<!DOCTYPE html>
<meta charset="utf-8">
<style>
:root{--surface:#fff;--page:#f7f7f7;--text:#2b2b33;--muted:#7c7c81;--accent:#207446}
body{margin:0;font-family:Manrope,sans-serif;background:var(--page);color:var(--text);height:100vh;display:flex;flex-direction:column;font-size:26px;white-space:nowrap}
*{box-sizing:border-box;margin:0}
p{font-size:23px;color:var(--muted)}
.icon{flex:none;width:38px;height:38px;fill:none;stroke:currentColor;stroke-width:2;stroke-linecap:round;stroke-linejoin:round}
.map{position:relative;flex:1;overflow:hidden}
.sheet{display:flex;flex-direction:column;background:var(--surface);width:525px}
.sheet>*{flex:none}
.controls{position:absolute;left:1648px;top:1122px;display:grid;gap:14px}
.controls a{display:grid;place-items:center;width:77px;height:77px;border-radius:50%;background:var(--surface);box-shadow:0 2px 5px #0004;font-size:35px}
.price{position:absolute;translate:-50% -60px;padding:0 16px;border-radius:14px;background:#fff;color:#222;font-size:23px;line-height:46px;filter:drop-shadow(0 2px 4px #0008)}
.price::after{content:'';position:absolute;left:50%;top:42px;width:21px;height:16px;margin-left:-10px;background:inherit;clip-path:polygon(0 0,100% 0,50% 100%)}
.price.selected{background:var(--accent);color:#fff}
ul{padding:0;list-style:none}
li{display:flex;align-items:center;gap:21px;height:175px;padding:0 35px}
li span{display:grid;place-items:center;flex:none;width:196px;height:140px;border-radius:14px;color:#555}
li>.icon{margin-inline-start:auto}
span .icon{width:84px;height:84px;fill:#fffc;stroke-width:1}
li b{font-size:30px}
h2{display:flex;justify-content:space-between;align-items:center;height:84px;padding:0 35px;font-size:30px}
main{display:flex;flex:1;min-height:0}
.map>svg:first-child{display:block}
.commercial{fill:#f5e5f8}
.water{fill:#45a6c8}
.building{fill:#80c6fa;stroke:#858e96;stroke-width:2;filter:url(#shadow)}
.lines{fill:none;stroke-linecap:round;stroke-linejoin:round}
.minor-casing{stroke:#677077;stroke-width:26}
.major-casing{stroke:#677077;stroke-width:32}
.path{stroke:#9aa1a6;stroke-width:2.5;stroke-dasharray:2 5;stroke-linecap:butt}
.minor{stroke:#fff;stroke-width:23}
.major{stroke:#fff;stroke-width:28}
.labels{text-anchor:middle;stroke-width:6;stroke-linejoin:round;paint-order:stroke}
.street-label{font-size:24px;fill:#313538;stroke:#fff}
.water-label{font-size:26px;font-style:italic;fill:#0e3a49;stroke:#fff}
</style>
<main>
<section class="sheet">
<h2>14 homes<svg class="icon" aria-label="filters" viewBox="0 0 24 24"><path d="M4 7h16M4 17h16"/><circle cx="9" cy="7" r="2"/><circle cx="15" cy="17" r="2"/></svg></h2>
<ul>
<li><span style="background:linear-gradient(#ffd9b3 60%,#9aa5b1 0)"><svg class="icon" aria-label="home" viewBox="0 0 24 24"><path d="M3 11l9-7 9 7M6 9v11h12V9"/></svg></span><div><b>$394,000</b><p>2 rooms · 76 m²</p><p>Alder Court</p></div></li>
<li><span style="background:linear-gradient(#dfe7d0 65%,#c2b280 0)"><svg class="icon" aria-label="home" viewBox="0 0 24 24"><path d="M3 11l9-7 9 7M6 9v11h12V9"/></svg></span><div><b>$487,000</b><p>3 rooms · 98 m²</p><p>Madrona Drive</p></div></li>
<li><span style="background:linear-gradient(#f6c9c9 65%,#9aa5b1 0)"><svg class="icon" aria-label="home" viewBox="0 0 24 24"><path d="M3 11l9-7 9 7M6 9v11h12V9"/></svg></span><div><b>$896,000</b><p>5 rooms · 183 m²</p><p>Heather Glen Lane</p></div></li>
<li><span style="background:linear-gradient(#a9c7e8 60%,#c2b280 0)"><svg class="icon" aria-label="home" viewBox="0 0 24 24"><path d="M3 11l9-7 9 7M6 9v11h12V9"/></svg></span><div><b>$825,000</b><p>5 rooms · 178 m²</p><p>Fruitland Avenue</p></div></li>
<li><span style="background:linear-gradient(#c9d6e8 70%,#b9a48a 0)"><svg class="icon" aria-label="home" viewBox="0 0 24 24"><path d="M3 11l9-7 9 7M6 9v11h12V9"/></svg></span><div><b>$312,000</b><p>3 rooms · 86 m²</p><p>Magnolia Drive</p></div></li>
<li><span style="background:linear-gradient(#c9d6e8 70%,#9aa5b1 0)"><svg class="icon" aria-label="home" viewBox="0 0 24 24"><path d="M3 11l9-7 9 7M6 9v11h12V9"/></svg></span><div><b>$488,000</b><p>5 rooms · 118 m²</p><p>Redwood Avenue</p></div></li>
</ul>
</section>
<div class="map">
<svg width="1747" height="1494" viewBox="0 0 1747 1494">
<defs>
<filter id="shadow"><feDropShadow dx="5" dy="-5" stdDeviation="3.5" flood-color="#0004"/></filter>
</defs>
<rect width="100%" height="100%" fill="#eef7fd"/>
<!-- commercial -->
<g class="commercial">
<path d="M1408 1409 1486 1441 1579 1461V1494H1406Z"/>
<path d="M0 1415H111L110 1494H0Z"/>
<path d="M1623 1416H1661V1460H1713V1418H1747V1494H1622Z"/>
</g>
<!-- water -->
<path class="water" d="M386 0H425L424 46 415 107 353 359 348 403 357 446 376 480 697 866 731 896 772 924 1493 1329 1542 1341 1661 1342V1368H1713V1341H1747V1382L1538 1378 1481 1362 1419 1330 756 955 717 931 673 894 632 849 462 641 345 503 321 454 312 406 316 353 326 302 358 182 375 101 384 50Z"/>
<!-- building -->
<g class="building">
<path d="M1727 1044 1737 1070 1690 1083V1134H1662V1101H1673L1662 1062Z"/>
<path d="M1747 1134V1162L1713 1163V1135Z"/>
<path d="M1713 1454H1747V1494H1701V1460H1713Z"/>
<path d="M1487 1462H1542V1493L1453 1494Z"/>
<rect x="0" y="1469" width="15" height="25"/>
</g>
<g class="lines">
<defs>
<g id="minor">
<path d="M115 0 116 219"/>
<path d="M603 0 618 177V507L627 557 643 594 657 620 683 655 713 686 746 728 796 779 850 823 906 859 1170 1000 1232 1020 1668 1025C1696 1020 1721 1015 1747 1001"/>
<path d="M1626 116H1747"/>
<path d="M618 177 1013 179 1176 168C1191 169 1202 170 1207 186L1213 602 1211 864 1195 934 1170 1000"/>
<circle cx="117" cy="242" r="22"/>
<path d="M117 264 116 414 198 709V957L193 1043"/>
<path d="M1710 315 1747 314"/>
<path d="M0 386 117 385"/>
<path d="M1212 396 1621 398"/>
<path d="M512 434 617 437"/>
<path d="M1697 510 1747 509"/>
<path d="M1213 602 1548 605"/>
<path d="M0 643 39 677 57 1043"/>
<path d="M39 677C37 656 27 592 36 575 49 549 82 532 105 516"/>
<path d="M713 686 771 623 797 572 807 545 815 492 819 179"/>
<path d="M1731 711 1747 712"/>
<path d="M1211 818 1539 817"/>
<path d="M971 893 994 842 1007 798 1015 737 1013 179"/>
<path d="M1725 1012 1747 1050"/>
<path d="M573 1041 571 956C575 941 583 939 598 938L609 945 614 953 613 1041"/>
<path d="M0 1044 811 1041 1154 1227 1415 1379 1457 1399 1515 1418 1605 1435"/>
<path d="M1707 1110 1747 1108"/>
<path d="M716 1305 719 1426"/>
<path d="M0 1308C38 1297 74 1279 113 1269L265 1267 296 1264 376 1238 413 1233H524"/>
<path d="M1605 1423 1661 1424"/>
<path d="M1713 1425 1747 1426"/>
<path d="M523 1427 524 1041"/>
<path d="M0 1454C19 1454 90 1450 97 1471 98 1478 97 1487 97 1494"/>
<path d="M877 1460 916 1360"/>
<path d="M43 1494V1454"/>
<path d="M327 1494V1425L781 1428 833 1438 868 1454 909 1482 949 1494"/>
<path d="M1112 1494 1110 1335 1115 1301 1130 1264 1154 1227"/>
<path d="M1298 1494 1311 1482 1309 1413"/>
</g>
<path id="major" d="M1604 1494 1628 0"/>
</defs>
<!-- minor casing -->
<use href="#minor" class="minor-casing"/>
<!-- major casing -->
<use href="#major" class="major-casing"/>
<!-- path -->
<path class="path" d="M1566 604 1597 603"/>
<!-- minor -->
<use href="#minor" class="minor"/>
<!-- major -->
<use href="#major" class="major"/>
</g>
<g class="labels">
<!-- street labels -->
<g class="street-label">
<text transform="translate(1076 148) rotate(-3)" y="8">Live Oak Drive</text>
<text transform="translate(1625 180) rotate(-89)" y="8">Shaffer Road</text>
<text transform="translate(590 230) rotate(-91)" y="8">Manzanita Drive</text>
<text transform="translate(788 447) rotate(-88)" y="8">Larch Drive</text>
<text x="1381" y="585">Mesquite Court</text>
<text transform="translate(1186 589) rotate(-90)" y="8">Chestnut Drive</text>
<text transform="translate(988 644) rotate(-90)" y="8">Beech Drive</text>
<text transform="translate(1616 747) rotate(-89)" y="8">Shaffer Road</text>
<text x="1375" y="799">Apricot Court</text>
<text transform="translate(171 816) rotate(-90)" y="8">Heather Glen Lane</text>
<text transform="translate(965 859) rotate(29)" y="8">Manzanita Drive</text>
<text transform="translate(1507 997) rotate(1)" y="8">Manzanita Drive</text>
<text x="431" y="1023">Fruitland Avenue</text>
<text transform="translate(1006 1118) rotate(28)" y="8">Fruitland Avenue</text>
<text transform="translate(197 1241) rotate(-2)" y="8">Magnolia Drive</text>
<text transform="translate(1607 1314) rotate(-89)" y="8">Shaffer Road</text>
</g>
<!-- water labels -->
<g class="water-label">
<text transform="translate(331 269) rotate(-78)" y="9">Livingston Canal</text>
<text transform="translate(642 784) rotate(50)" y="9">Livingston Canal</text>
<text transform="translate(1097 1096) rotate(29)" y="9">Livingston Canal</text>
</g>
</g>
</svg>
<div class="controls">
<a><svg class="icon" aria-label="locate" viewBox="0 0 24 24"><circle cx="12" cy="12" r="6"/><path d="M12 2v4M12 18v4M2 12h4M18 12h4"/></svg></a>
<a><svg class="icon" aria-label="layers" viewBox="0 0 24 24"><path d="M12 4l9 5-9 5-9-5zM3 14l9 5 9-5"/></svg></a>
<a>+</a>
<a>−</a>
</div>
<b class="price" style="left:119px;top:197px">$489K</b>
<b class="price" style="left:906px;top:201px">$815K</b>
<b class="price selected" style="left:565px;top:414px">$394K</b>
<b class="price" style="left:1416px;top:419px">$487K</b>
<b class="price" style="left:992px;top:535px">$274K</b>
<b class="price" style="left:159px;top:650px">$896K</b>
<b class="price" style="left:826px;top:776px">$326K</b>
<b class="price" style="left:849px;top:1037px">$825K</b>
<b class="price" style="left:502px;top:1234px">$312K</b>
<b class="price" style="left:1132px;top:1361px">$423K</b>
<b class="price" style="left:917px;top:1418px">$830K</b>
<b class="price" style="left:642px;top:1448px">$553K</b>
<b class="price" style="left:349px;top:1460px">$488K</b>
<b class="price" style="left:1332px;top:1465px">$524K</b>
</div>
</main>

════════════════

▶ **Work to be completed**: Only the number is wanted: how many lines in the listing hold "position"?

▶ **Final answer**: 4